* What you will do
Go through the following listing and count each line that contains the string "toPath"; the answer is that number alone.

=====

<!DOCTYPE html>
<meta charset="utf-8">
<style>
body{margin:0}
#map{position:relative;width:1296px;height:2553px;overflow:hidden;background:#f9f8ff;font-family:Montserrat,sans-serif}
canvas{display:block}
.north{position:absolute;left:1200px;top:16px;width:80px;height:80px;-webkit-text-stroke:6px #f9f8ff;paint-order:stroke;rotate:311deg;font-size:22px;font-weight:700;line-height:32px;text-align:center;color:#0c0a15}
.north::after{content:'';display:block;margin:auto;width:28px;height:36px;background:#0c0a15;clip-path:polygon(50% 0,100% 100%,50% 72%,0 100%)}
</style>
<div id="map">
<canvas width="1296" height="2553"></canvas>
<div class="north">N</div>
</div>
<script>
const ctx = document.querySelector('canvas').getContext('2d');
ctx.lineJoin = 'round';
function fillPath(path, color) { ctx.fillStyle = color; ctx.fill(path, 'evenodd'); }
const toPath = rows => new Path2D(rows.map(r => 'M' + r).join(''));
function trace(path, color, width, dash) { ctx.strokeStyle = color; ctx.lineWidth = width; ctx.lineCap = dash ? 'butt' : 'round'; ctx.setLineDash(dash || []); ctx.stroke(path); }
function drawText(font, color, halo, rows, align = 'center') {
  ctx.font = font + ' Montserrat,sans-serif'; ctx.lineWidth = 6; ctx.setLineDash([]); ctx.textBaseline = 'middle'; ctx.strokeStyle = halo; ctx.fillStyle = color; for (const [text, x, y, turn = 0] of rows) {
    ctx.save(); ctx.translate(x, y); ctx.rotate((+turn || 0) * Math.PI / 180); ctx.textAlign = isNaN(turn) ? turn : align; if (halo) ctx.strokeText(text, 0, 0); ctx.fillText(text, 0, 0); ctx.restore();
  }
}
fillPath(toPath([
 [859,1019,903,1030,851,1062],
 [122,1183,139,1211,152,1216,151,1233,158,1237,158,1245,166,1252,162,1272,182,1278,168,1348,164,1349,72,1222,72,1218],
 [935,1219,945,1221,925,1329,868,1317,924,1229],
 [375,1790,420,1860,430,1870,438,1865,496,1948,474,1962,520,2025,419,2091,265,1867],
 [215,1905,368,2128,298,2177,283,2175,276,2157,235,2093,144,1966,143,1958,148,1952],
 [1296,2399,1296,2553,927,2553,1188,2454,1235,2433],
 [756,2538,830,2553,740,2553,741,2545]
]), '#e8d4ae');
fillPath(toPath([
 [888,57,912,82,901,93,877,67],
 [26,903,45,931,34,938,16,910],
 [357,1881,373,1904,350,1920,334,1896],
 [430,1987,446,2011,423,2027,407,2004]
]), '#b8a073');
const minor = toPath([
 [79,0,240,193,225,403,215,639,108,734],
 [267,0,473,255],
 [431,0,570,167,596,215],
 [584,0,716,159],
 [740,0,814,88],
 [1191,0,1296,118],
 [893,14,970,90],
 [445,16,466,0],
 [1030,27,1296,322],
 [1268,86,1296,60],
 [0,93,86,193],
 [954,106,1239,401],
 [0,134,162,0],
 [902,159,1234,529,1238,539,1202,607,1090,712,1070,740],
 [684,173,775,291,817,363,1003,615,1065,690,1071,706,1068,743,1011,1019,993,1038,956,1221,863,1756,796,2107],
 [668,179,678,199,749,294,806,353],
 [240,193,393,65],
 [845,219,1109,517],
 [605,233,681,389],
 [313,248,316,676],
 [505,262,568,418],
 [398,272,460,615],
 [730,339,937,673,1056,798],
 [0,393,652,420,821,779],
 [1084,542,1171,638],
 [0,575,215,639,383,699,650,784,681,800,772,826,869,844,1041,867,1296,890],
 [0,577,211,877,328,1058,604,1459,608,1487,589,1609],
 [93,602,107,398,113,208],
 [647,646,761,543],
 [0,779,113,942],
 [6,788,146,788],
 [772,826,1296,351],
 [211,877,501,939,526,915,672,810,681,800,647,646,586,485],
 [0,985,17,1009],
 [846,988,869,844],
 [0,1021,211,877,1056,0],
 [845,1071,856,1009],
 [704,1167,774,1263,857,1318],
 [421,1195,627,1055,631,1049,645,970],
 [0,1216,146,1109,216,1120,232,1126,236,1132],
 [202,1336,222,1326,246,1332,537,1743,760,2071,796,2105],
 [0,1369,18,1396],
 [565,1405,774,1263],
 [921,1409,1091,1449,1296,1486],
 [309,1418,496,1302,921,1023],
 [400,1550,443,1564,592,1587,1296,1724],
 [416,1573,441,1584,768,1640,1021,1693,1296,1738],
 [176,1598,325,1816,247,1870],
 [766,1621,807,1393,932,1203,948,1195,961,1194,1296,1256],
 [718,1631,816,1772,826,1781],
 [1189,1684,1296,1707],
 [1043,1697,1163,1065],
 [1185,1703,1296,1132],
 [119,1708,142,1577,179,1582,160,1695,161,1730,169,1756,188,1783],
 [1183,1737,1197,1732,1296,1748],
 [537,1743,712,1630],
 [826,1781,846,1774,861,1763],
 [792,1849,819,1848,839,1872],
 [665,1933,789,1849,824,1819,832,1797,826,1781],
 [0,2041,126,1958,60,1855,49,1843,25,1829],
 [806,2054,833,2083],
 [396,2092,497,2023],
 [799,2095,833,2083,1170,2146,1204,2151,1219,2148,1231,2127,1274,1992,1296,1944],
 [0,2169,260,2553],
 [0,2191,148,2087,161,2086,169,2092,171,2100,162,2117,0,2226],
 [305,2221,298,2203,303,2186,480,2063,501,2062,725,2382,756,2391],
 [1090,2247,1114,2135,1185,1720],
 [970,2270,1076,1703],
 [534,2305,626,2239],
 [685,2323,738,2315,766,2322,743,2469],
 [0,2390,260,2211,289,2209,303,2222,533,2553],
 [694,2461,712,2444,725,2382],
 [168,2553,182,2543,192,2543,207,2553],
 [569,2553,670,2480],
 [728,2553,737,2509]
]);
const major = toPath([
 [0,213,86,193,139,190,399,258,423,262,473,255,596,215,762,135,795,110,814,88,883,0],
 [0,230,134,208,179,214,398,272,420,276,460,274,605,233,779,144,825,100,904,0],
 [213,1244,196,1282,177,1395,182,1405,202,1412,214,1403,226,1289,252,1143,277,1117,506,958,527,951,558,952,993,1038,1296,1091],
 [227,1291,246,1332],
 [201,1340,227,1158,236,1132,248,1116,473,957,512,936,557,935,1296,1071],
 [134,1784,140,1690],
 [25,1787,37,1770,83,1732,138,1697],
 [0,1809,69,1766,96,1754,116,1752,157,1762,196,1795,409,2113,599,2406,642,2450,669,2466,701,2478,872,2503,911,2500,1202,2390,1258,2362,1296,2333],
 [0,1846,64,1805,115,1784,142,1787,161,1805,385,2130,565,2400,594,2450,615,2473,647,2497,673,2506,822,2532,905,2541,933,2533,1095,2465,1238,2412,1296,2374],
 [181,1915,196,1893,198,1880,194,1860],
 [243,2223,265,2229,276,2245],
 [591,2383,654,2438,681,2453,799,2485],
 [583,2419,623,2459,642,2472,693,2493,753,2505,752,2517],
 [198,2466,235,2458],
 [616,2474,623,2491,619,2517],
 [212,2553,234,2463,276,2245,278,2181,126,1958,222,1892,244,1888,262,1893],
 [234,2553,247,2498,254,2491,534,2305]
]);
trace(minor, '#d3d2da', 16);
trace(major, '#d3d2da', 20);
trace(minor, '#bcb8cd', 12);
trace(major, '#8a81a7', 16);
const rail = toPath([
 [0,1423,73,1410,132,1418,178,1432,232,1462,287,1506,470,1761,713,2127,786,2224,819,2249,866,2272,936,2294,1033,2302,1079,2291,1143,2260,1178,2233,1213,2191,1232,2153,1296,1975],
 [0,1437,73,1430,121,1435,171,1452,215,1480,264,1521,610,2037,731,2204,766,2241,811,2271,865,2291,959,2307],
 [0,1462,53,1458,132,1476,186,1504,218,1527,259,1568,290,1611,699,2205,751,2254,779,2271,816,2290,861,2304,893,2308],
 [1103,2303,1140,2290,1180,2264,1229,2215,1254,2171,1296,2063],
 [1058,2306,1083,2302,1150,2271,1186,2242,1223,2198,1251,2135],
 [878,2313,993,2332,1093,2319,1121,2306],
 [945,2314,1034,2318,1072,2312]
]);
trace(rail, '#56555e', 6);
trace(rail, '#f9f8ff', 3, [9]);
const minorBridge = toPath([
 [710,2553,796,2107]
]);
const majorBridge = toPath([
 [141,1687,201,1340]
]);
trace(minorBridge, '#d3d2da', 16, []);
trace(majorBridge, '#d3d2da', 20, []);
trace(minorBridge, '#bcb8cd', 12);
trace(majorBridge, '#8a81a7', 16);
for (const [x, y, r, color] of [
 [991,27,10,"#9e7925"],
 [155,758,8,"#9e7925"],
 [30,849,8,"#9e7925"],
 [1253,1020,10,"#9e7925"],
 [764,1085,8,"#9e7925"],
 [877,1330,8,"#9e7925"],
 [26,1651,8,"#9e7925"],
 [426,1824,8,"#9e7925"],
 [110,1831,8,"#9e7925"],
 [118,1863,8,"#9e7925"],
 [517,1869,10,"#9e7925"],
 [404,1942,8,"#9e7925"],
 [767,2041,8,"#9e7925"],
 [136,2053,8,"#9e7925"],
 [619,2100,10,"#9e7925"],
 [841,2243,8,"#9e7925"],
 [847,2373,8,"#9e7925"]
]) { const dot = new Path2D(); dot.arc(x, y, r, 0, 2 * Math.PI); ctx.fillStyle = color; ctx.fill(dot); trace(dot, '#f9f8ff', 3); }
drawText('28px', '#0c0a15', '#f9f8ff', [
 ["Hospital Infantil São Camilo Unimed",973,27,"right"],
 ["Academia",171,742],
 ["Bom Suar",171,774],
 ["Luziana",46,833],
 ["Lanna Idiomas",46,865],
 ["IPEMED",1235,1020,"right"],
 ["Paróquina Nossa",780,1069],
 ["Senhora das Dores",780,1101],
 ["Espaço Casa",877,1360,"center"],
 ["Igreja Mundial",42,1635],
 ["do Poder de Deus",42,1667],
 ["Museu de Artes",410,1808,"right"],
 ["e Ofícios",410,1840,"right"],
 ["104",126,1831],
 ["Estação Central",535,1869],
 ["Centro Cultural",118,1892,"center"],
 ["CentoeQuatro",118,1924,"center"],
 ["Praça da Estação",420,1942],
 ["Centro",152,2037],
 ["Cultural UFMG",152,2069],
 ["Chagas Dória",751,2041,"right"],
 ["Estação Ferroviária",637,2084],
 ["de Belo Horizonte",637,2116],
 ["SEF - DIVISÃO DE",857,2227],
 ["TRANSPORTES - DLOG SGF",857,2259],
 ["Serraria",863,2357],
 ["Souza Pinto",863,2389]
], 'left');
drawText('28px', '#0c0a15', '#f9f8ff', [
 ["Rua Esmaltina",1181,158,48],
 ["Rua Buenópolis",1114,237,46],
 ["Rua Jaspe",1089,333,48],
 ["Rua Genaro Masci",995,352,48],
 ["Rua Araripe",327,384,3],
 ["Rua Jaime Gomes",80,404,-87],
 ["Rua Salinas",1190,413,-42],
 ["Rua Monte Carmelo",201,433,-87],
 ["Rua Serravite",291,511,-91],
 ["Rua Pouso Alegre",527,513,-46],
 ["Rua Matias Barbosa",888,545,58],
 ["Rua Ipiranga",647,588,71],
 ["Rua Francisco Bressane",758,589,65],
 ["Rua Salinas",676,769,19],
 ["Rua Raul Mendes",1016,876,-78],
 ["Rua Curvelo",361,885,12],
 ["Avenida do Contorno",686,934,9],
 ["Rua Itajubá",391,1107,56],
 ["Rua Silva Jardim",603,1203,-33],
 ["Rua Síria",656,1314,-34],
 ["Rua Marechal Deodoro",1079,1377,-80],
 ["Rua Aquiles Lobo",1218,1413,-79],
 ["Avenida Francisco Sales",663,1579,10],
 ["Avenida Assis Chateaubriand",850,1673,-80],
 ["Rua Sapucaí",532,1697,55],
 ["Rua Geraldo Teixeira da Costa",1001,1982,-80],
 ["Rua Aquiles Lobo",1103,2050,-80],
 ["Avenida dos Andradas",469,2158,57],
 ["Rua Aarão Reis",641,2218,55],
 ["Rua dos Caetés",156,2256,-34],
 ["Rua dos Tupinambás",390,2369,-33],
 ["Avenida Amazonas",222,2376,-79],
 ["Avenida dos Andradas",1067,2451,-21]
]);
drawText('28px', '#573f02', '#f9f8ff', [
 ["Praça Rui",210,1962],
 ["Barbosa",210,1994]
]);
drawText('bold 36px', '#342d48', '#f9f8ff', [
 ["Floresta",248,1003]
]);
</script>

=====

* Answer box
8